Nevertheless, I strongly believe their story is currently being told and sold inaccurately! Just out of curiosity… Whatever happened at a Joy of Jazz Breakfast Colloquium, in terms of the finalisation of ideas or conversation? Where would one find the initiation and development of the Jazz Cares programme? How do the Geleza Kleva and Learn recipients benefit from the event with regard to showcasing print or digital references? Why on Allah’s Earth were SAMA award winning Sibusiso Dlamini’s band (with 1,322 Likes · 788 views) and highest-voted ZuCo (with 1,527 Likes · 1,155 views) from the #Discover competition, placed in the SCC food court during SBJOJ 2015!? Correct me if I’m wrong, but their performance information was not even printed on the official programme. These are rhetorical questions which deserve practical solutions.

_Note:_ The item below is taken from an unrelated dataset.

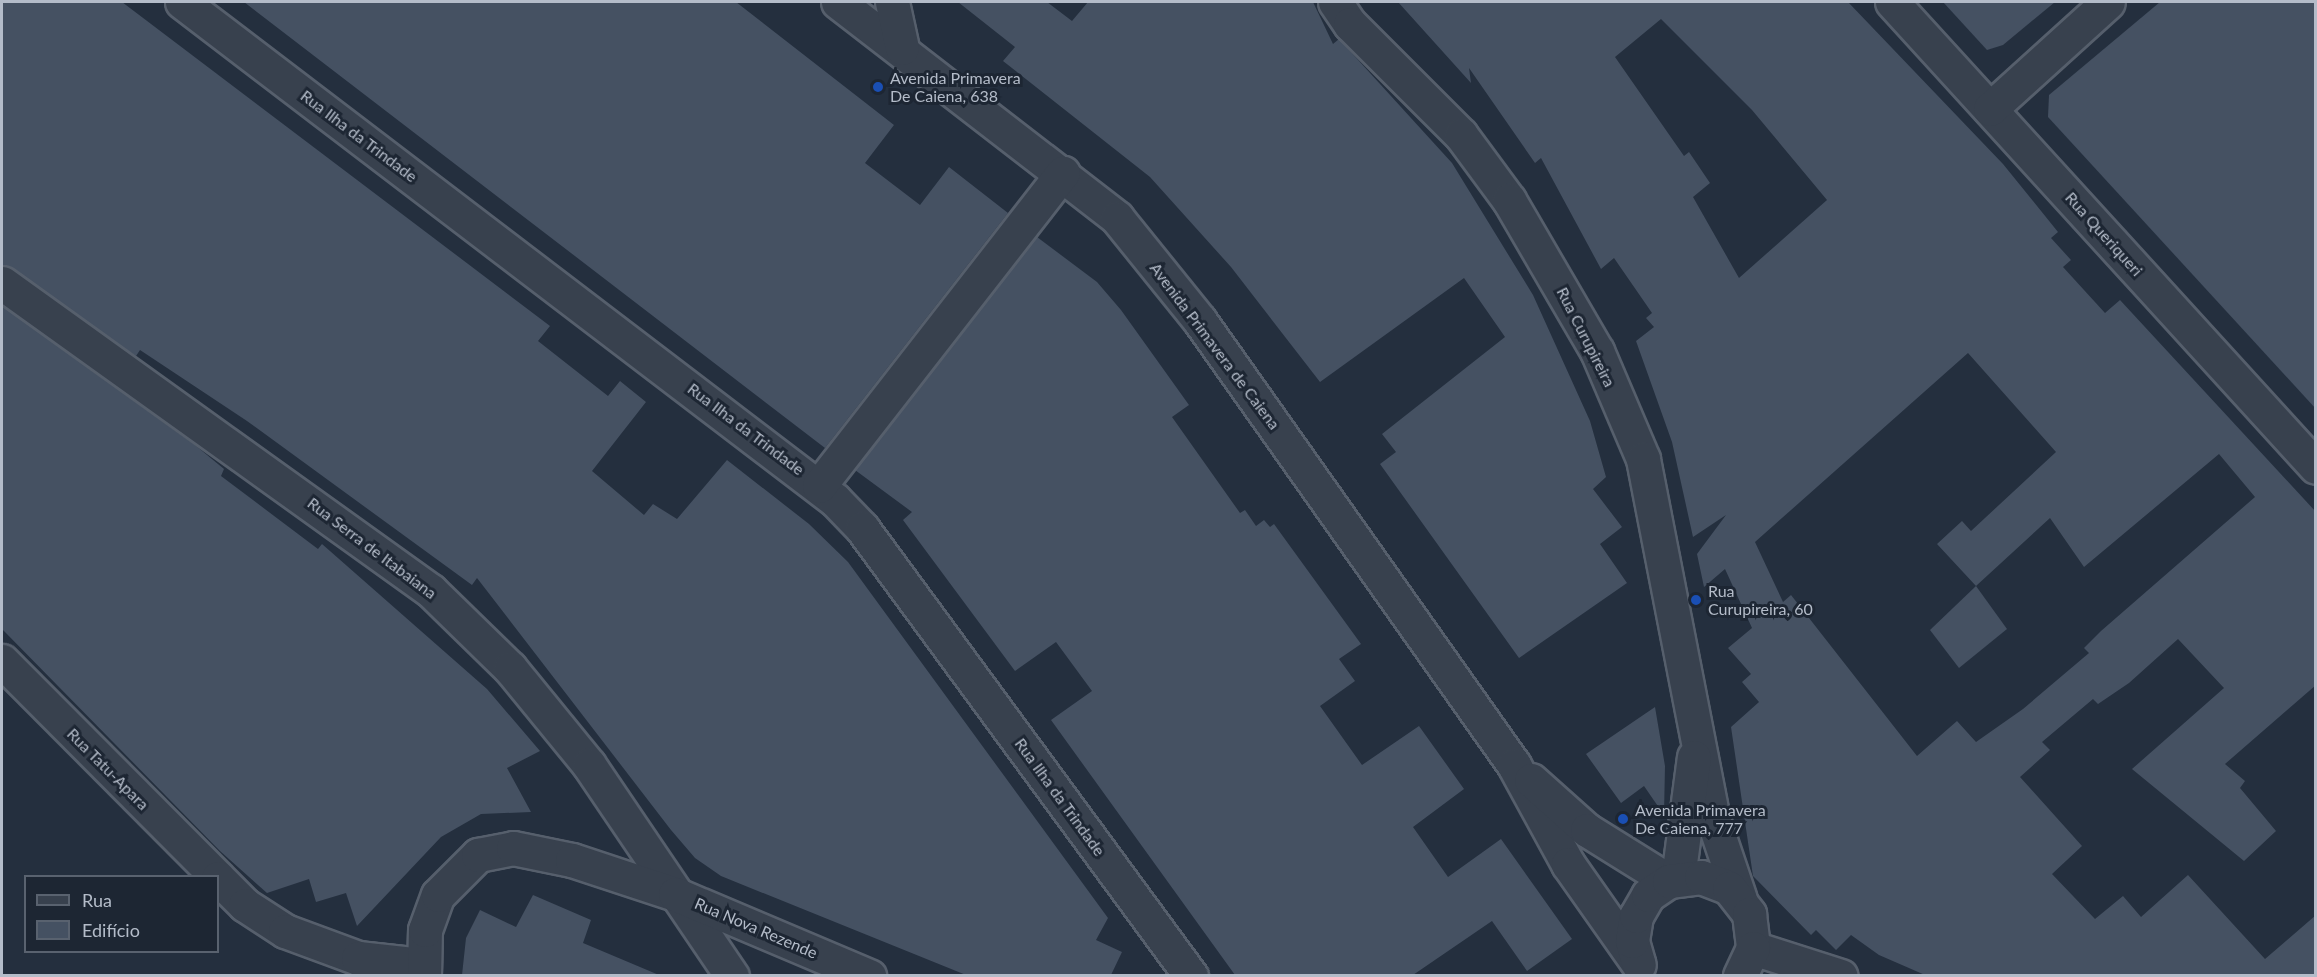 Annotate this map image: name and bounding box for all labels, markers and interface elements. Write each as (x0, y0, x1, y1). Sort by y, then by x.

Stagnation of progress in anything, though justifiable, cannot be pardoned! May the SBJOJ event please get with the programme and instill or inspire national Jazz pride on a large scale and simply not towards the elite. May they take digital documentation and archiving seriously by inviting diverse media personnel to their various events and not only the main festival? May SBJOJ please stop treating attendees like underage children and allow us to drink alcoholic beverages in peace during performances although; I expect no better from an elitist environment that doesn’t want any celebration “too loud”! May South African artists please be treated with the same respect as “Dinaledi” the stars we import so frequently? May SBJOJ pretty-effing-please have its opening ceremony at The Sandton Convention Centre and continue proceedings in Newtown like old times?
Nokwanda Zakiyyah Shabangu believes people cannot flourish without authentic books, music, dance and love. The most sincere forms of expression.